AGI - “Nove anni, capelli rossi, due treccine svolazzanti e una scimmietta sulle spalle, corre come una matta, ferocemente indipendente, totalmente ribelle e con un codice etico tutto suo”.
È il ritratto di Pippi Calzelunghe, titolo della mitica serie televisiva apparsa in Svezia nel 1969 e in Italia nel 1970 sull’unico canale nazionale della Rai, pre riforma del 1975, corrispondente anche al personaggio di una ragazzina “irriverente e ribelle” che fa parte dell'immaginario infantile di diverse generazioni.
In Spagna, la serie è apparsa per la prima volta nel 1974 e il Paìs osserva che da allora “mezzo secolo è passato” anche per Pippi “e in alcune cose si vede”, al di là “degli effetti deliziosamente vintage”. Però resta “incredibilmente attuale nel suo essere sempre irritante, provocatoria”. Insomma, Pippi funziona ancora.

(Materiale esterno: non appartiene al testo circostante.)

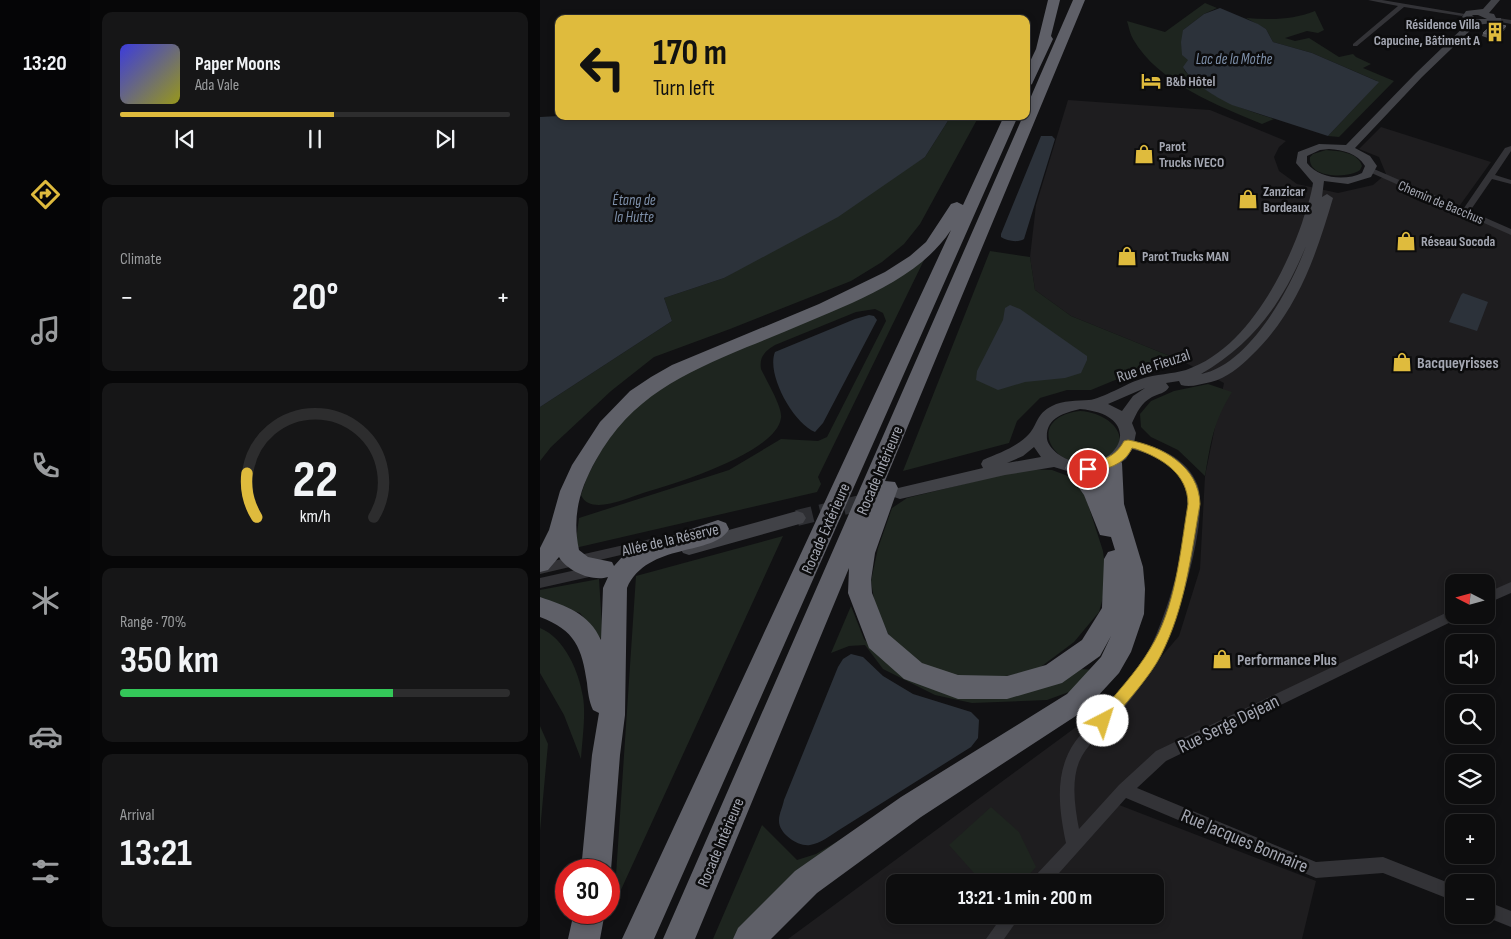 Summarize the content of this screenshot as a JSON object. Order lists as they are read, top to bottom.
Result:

Nel 2014 la tv svedese ha tagliato alcune scene della serie
Quello che lascia perplessi, semmai, sono alcune battute e affermazioni a sfondo culturale, anche se fatte con tono scherzoso, annota il quotidiano, “mentre i tempi sono decisamente cambiati”.
Per esempio si sa che nel 2014 già la tv svedese aveva tagliato due scene della serie, una della quali in cui Pippi gridava “mio padre è il Re Nero!”, aggettivo che in svedese, come in inglese, assume un serio significato razzista, nel mentre in un’altra scena Pippi “sgrana gli occhi per cantare e mimare una canzone con accento asiatico”.
In Svezia, tuttavia, tutto ciò fece scalpore e accese una serie di dibattiti e riflessioni su multiculturalismo e politically correct già all’epoca.
I racconti di Pippi
Per esempio, quando Pippi racconta che in Egitto si dorme con i piedi sul cuscino e si sta tutto il giorno sdraiati, o che nelle scuole in Argentina i bambini non imparano, ma mangiano caramelle finché non gli cadono i denti, o che in Congo sono dei cannibali, i piccoli spettatori che hanno “compagni di classe asiatici, un amico egiziano e diversi altri argentini, sbuffano e alzano gli occhi al cielo, come davanti a uno scherzo di cattivo gusto o quantomeno sciocco”.
La Vanguardia, quotidiano pubblicato a Barcellona, osservava alcuni giorni fa che la scrittrice svedese Astrid Lindgren, creatrice di Pippi Calzelunghe, “era indignata dal fatto che i bambini all’epoca non avessero potere decisionale ed è per questo che è diventata una sostenitrice dei diritti dei bambini che ha difeso attraverso i suoi personaggi, come Pippi, un riferimento per più generazioni”.
Gli errori di Pippi
La responsabile dei diritti internazionali di The Astrid Lindgren Company, Lina Talgre, agenzia che detiene i diritti di pubblicazione dei libri della scrittrice, ha però spiegato d’aver deciso di cambiare una delle parole contenute nei libri, laddove compariva il termine "negro", un’espressione ritenuta razzista e "dannosa" nei confronti dei bambini: "Astrid non avrebbe mai voluto ferire", ha sottolineato.
A ogni modo, scrive il Paìs, quel che resta è che in un modo o nell’altro Pippi Calzelunghe “continua a far ridere molto anche i piccoli spettatori di oggi”.